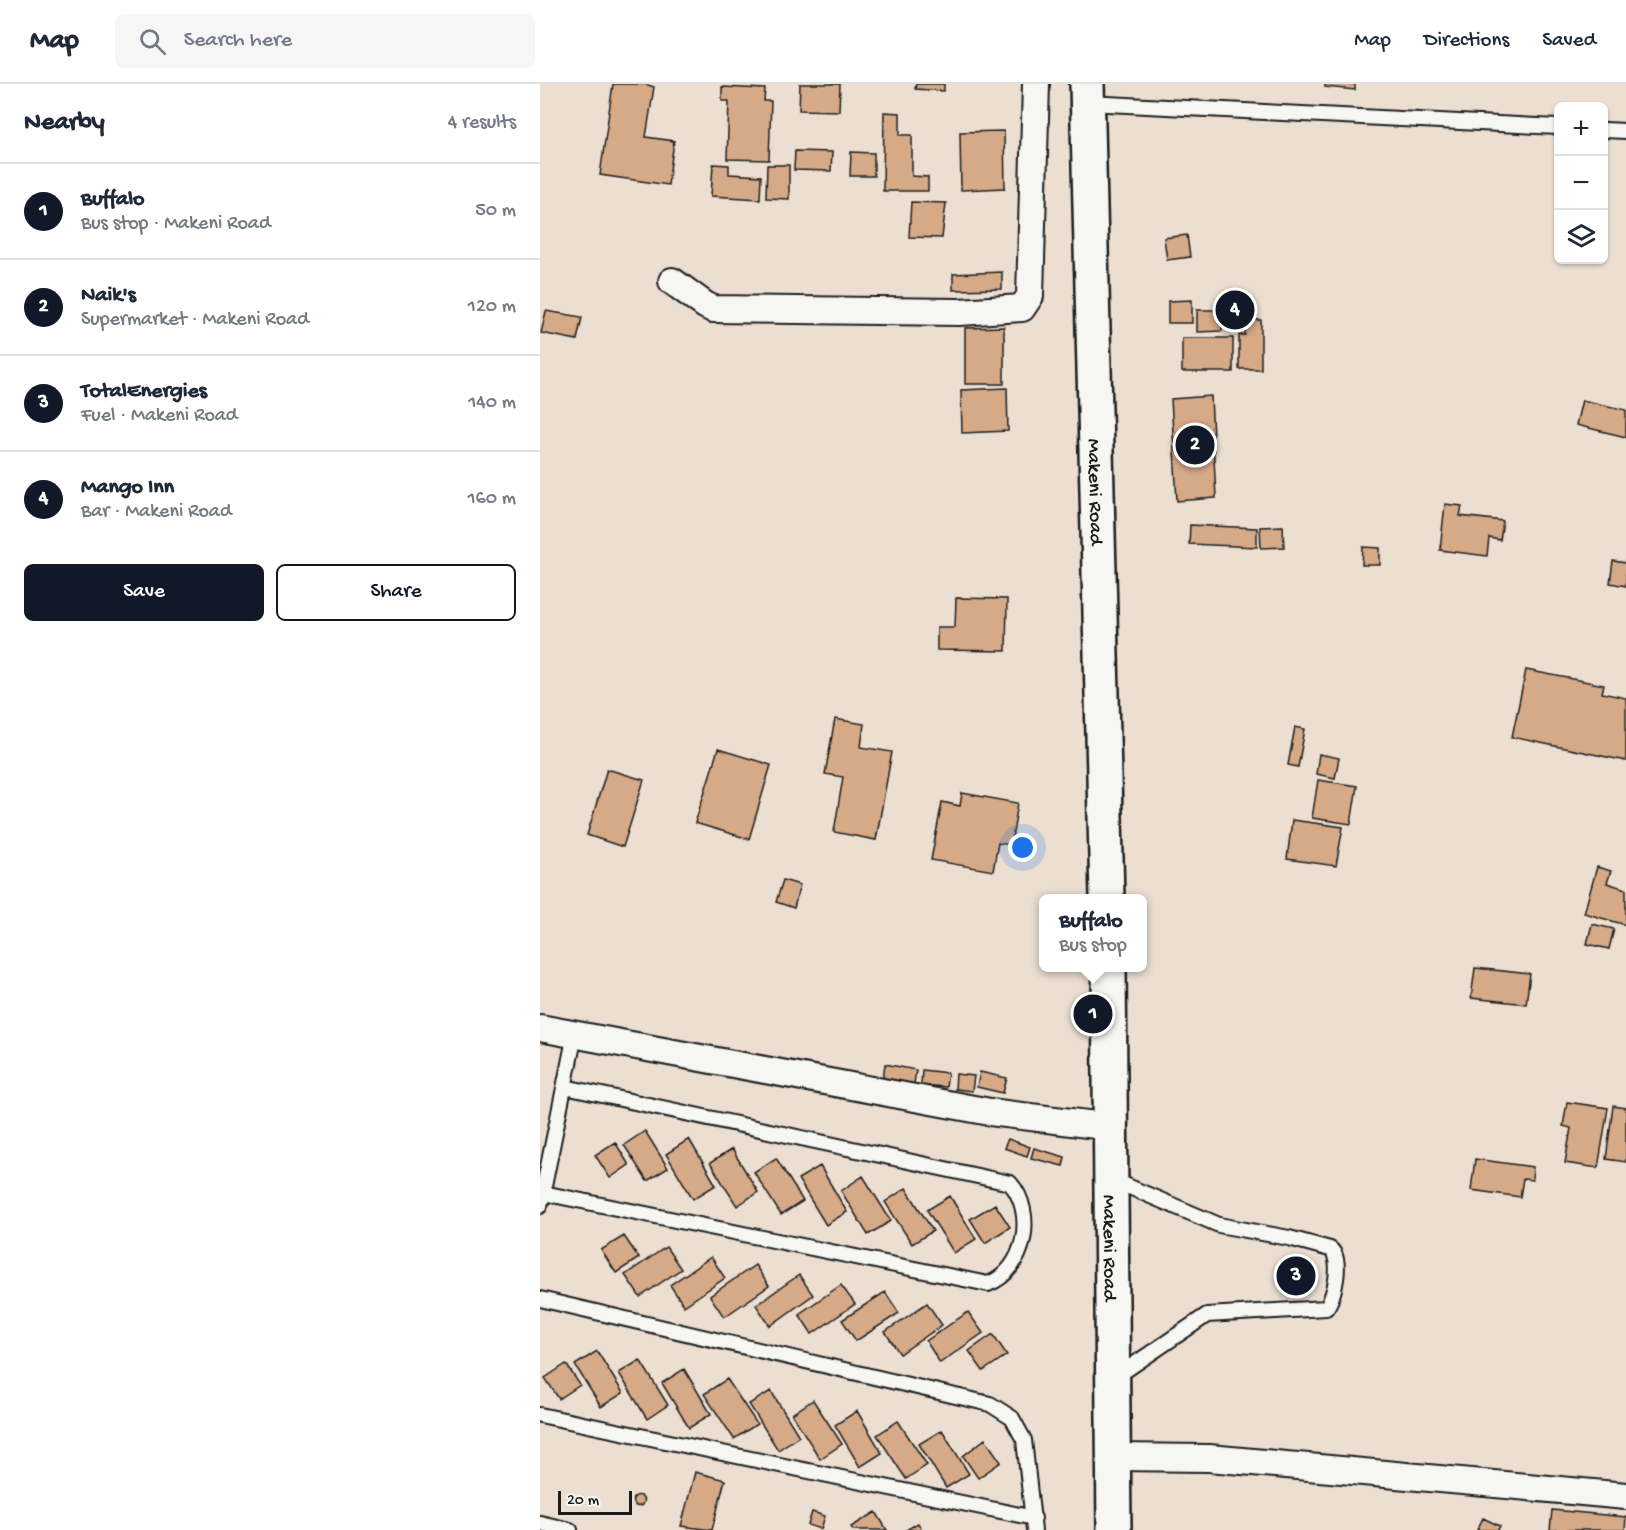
<!DOCTYPE html>
<meta charset="utf-8">
<style>
body{margin:0;font-family:"Gochi Hand",sans-serif;background:#f6f6f7;color:#1f2937}
.controls{position:absolute;right:18px;top:18px;display:grid;overflow:hidden;border-radius:9px;box-shadow:0 2px 4px #0004}
.controls button{width:54px;height:54px;display:grid;place-items:center;padding:0;border:0;border-bottom:2px solid #e0e1e3;background:#fff;color:#1f2937;font:30px sans-serif}
.scale{position:absolute;left:18px;bottom:15px;width:74px;box-sizing:border-box;padding-left:6px;border:3px solid #1c1c1c;border-top:0;font-size:16px;line-height:21px;white-space:nowrap;color:#1c1c1c;-webkit-text-stroke:4px #f6f6f2;paint-order:stroke}
.you{position:absolute;left:483px;top:764px;width:21px;height:21px;margin:-15px;border:4px solid #fff;border-radius:50%;background:#1a73e8;box-shadow:0 0 0 9px #1a73e833}
.badge{display:grid;place-items:center;width:39px;height:39px;border-radius:50%;background:#111827;color:#fff;font-size:20px;font-weight:700}
.pin{position:absolute;translate:-50% -50%;border:3px solid #fff;box-shadow:0 2px 6px #0006}
.popup{position:absolute;left:499px;top:810px;width:108px;height:78px;box-sizing:border-box;display:grid;place-content:center;border-radius:9px;background:#fff;filter:drop-shadow(0 2px 4px #0005);font-size:20px;white-space:nowrap;color:#747a83}
.popup b{font-size:22px;color:#1f2937}
.popup::after{content:'';position:absolute;left:50%;top:100%;margin-left:-12px;border:12px solid transparent;border-top-color:#fff}
.list{margin:0;padding:0;list-style:none}
h2{display:flex;justify-content:space-between;align-items:center;height:78px;margin:0;padding:0 24px;font-size:26px}
h2 small{font-size:20px;font-weight:400;color:#747a83}
.list li{display:grid;grid-template-columns:39px 1fr auto;gap:18px;align-items:center;box-sizing:border-box;height:96px;padding:0 24px;border-top:2px solid #e0e1e3}
.list b{display:block;font-size:22px;white-space:nowrap}
.list p{margin:0;font-size:20px;white-space:nowrap;color:#747a83}
.list em{font-size:20px;font-style:normal;color:#747a83}
.actions{display:flex;gap:12px;padding:18px 24px}
.actions a{flex:1;padding:14px 0;border:2px solid #111827;border-radius:9px;text-align:center;font-size:21px;color:#111827}
.actions .main{background:#111827;color:#fff}
.icon{flex:none;width:33px;height:33px;fill:none;stroke:currentColor;stroke-width:2;stroke-linecap:round;stroke-linejoin:round}
.map{position:relative;flex:none;width:1086px;height:1446px;overflow:hidden}
header{display:flex;align-items:center;gap:36px;box-sizing:border-box;height:84px;padding:0 30px;background:#fff;border-bottom:2px solid #e0e1e3}
header strong{font-size:28px}
nav{display:flex;gap:33px;margin-inline-start:auto;font-size:21px}
.search{width:420px;height:54px;background:#f6f6f7;display:flex;align-items:center;gap:15px;box-sizing:border-box;padding:0 21px;border-radius:9px;color:#747a83;font-size:22px}
main{display:flex}
aside{flex:1;background:#fff}
.map>svg:first-child{display:block}
.building{fill:#d6a987;stroke:#1c1c1c;stroke-width:1.5}
.lines{fill:none;stroke-linecap:round;stroke-linejoin:round}
.service-casing{stroke:#1c1c1c;stroke-width:18}
.minor-casing{stroke:#1c1c1c;stroke-width:30}
.secondary-casing{stroke:#1c1c1c;stroke-width:38}
.service{stroke:#f6f6f2;stroke-width:14}
.minor{stroke:#f6f6f2;stroke-width:26}
.secondary{stroke:#f6f6f2;stroke-width:33}
.labels{text-anchor:middle;stroke-width:4.5;stroke-linejoin:round;paint-order:stroke}
.street-label{font-size:20px;fill:#1c1c1c;stroke:#f6f6f2}
</style>
<header>
<strong>Map</strong>
<div class="search"><svg class="icon" aria-label="search" viewBox="0 0 24 24"><circle cx="10" cy="10" r="6"/><path d="M15 15l6 6"/></svg>Search here</div>
<nav><a>Map</a><a>Directions</a><a>Saved</a></nav>
</header>
<main>
<aside>
<h2>Nearby<small>4 results</small></h2>
<ul class="list">
<li><span class="badge">1</span><div><b>Buffalo</b><p>Bus stop · Makeni Road</p></div><em>50 m</em></li>
<li><span class="badge">2</span><div><b>Naik's</b><p>Supermarket · Makeni Road</p></div><em>120 m</em></li>
<li><span class="badge">3</span><div><b>TotalEnergies</b><p>Fuel · Makeni Road</p></div><em>140 m</em></li>
<li><span class="badge">4</span><div><b>Mango Inn</b><p>Bar · Makeni Road</p></div><em>160 m</em></li>
</ul>
<div class="actions"><a class="main">Save</a><a>Share</a></div>
</aside>
<div class="map">
<svg width="1086" height="1446" viewBox="0 0 1086 1446">
<rect width="100%" height="100%" fill="#ecdfd2"/>
<filter id="ink" filterUnits="userSpaceOnUse"><feTurbulence type="fractalNoise" baseFrequency=".0167" numOctaves="2"/><feDisplacementMap in="SourceGraphic" scale="12" xChannelSelector="R" yChannelSelector="G"/><feConvolveMatrix kernelMatrix="1 2 1 2 8 2 1 2 1" color-interpolation-filters="sRGB"/></filter>
<g filter="url(#ink)">
<path class="building" d="M73,0H105L114,3L106,53L134,57L128,101L60,91Z
M260,0H300L299,27L259,26Z
M376,0H404V7L375,5Z
M785,0H815V6L785,3Z
M182,3L225,5L224,17H231L229,76L187,75L189,17H182Z
M344,28L360,29V51H372V92L388,93V107H343Z
M464,47L465,104L421,106L420,48Z
M255,67L292,68L291,87L254,86Z
M311,68L334,69V92H310Z
M173,80L189,81V90L221,92L220,115L171,112Z
M227,81H249V115L226,114Z
M371,118L406,119L402,154L369,153Z
M647,151L650,173L627,176L624,154Z
M462,188V205L413,206V190Z
M652,216V239H628V217Z
M657,226H682V247L657,248Z
M6,227L42,233L37,256L1,249Z
M705,236H721V285H699V251H705Z
M464,243V300H425V244Z
M642,254H693V288H642Z
M467,304L468,347L422,349L421,306Z
M671,312L676,414L637,417L631,315Z
M1042,316L1086,326V353L1036,341Z
M905,420L922,422L920,432L963,437L960,456L949,454L947,472L900,466Z
M650,441L717,444V463L649,460Z
M743,442L744,463L721,464L720,443Z
M823,463L840,464V481H822Z
M1073,477L1086,479V502L1070,499Z
M416,514L467,515L466,567L397,566V543H415Z
M986,586L1064,601L1062,609L1086,614V677L972,653Z
M295,635L324,640L321,663L352,668L336,756L294,748L303,693L285,690Z
M755,643L765,645L758,683L748,681Z
M178,665L231,681L209,755L155,739Z
M779,670L799,674L795,694L776,690Z
M67,685L104,696L83,763L47,751Z
M778,696L817,702L811,740L772,734Z
M422,709L478,719L471,761L458,759L453,787L391,776L402,718L420,722Z
M752,736L803,743L796,782L747,775Z
M1057,783L1071,787L1067,799L1086,805V841L1044,829Z
M243,796L260,801L254,824L236,818Z
M1052,840L1074,845L1069,865L1047,860Z
M935,884L990,890L986,920L931,914Z
M345,980L376,986L374,1000L343,994Z
M382,986L408,989L406,1003L381,1001Z
M440,988L467,994L463,1009L437,1003Z
M416,990L434,992L432,1007L415,1005Z
M1027,1018L1068,1024L1058,1084L1025,1079L1031,1044L1023,1042Z
M1073,1022L1086,1024V1078L1066,1075Z
M105,1047L128,1084L107,1097L84,1061Z
M149,1055L176,1101L153,1115L126,1070Z
M468,1055L490,1063L487,1072L464,1064Z
M75,1058L89,1081L70,1094L55,1071Z
M494,1064L525,1073L523,1082L491,1074Z
M192,1065L218,1108L197,1122L170,1079Z
M236,1074L263,1117L241,1131L214,1088Z
M935,1075L993,1083L992,1096L983,1095L980,1113L931,1106Z
M280,1082L307,1128L286,1141L258,1095Z
M323,1092L351,1137L328,1151L301,1107Z
M366,1104L393,1147L372,1160L345,1118Z
M410,1112L436,1155L414,1169L387,1126Z
M455,1120L470,1143L445,1159L430,1135Z
M84,1152L99,1174L76,1189L61,1166Z
M126,1163L141,1185L100,1213L85,1191Z
M171,1173L185,1194L144,1222L130,1201Z
M215,1181L229,1202L184,1233L170,1212Z
M259,1191L273,1211L230,1242L216,1221Z
M301,1201L315,1220L272,1250L259,1230Z
M345,1208L359,1229L316,1257L302,1236Z
M387,1219L402,1241L360,1270L345,1248Z
M428,1228L443,1249L400,1279L386,1257Z
M453,1250L467,1271L443,1287L429,1267Z
M57,1267L83,1309L61,1323L35,1281Z
M100,1276L128,1321L107,1335L79,1289Z
M26,1280L40,1301L19,1315L5,1294Z
M144,1285L171,1330L149,1344L122,1299Z
M187,1295L217,1340L194,1355L164,1310Z
M231,1307L259,1352L238,1366L209,1320Z
M273,1316L302,1360L280,1375L252,1330Z
M317,1327L342,1369L320,1383L295,1341Z
M358,1337L387,1381L366,1395L337,1351Z
M402,1346L429,1390L406,1404L379,1360Z
M445,1355L461,1378L438,1394L423,1372Z
M155,1388L185,1396L172,1446L141,1442Z
M92.5 1417a5.5 5.5 0 1 1 11 0a5.5 5.5 0 1 1-11 0Z
M1012,1426L1086,1433L1085,1446H1010Z
M272,1428L285,1432L281,1445L268,1441Z
M336,1428L347,1446H313L311,1443Z
M943,1434L960,1442L958,1446H937Z
M378,1439L382,1446H366Z"/>
<g class="lines">
<defs>
<path id="service" d="M548,19L1018,43
M1064,46L1086,47
M573,1096L679,1141L749,1154L790,1165C803,1174 795,1213 786,1224L667,1231L574,1294
M3,1109L448,1200C486,1186 496,1128 470,1099L25,1003
M0,1122L35,950
M0,1215L450,1320L472,1334L484,1356L494,1446
M0,1331L494,1434
M0,1439L30,1446"/>
<path id="minor" d="M132,197L165,221L173,225L419,228L482,224L490,212L496,0
M0,944L450,1028L572,1043
M573,1373L669,1374L1086,1412"/>
<g id="secondary">
<path id="s1" d="M547,0L567,814"/>
<path id="s2" d="M569,884L574,1446"/>
</g>
</defs>
<use href="#service" class="service-casing"/>
<use href="#minor" class="minor-casing"/>
<use href="#secondary" class="secondary-casing"/>
<use href="#service" class="service"/>
<use href="#minor" class="minor"/>
<use href="#secondary" class="secondary"/>
</g>
</g>
<g class="labels">
<g class="street-label">
<text dy="7" stroke="none"><textPath href="#s1" startOffset="408">Makeni Road</textPath></text>
<text dy="7" stroke="none"><textPath href="#s2" startOffset="280">Makeni Road</textPath></text>
</g>
</g>
</svg>
<div class="controls">
<button>+</button>
<button>−</button>
<button><svg class="icon" aria-label="layers" viewBox="0 0 24 24"><path d="M12 4l9 5-9 5-9-5zM3 14l9 5 9-5"/></svg></button>
</div>
<div class="scale">20 m</div>
<div class="you"></div>
<div class="pin badge" style="left:553px;top:930px">1</div>
<div class="popup"><b>Buffalo</b>Bus stop</div>
<div class="pin badge" style="left:655px;top:361px">2</div>
<div class="pin badge" style="left:756px;top:1192px">3</div>
<div class="pin badge" style="left:695px;top:226px">4</div>
</div>
</main>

———

TASK BRIEF | Would you please return all lines of the data that include the word "radius"?

SOLUTION FOR THIS TASK |
.controls{position:absolute;right:18px;top:18px;display:grid;overflow:hidden;border-radius:9px;box-shadow:0 2px 4px #0004}
.you{position:absolute;left:483px;top:764px;width:21px;height:21px;margin:-15px;border:4px solid #fff;border-radius:50%;background:#1a73e8;box-shadow:0 0 0 9px #1a73e833}
.badge{display:grid;place-items:center;width:39px;height:39px;border-radius:50%;background:#111827;color:#fff;font-size:20px;font-weight:700}
.popup{position:absolute;left:499px;top:810px;width:108px;height:78px;box-sizing:border-box;display:grid;place-content:center;border-radius:9px;background:#fff;filter:drop-shadow(0 2px 4px #0005);font-size:20px;white-space:nowrap;color:#747a83}
.actions a{flex:1;padding:14px 0;border:2px solid #111827;border-radius:9px;text-align:center;font-size:21px;color:#111827}
.search{width:420px;height:54px;background:#f6f6f7;display:flex;align-items:center;gap:15px;box-sizing:border-box;padding:0 21px;border-radius:9px;color:#747a83;font-size:22px}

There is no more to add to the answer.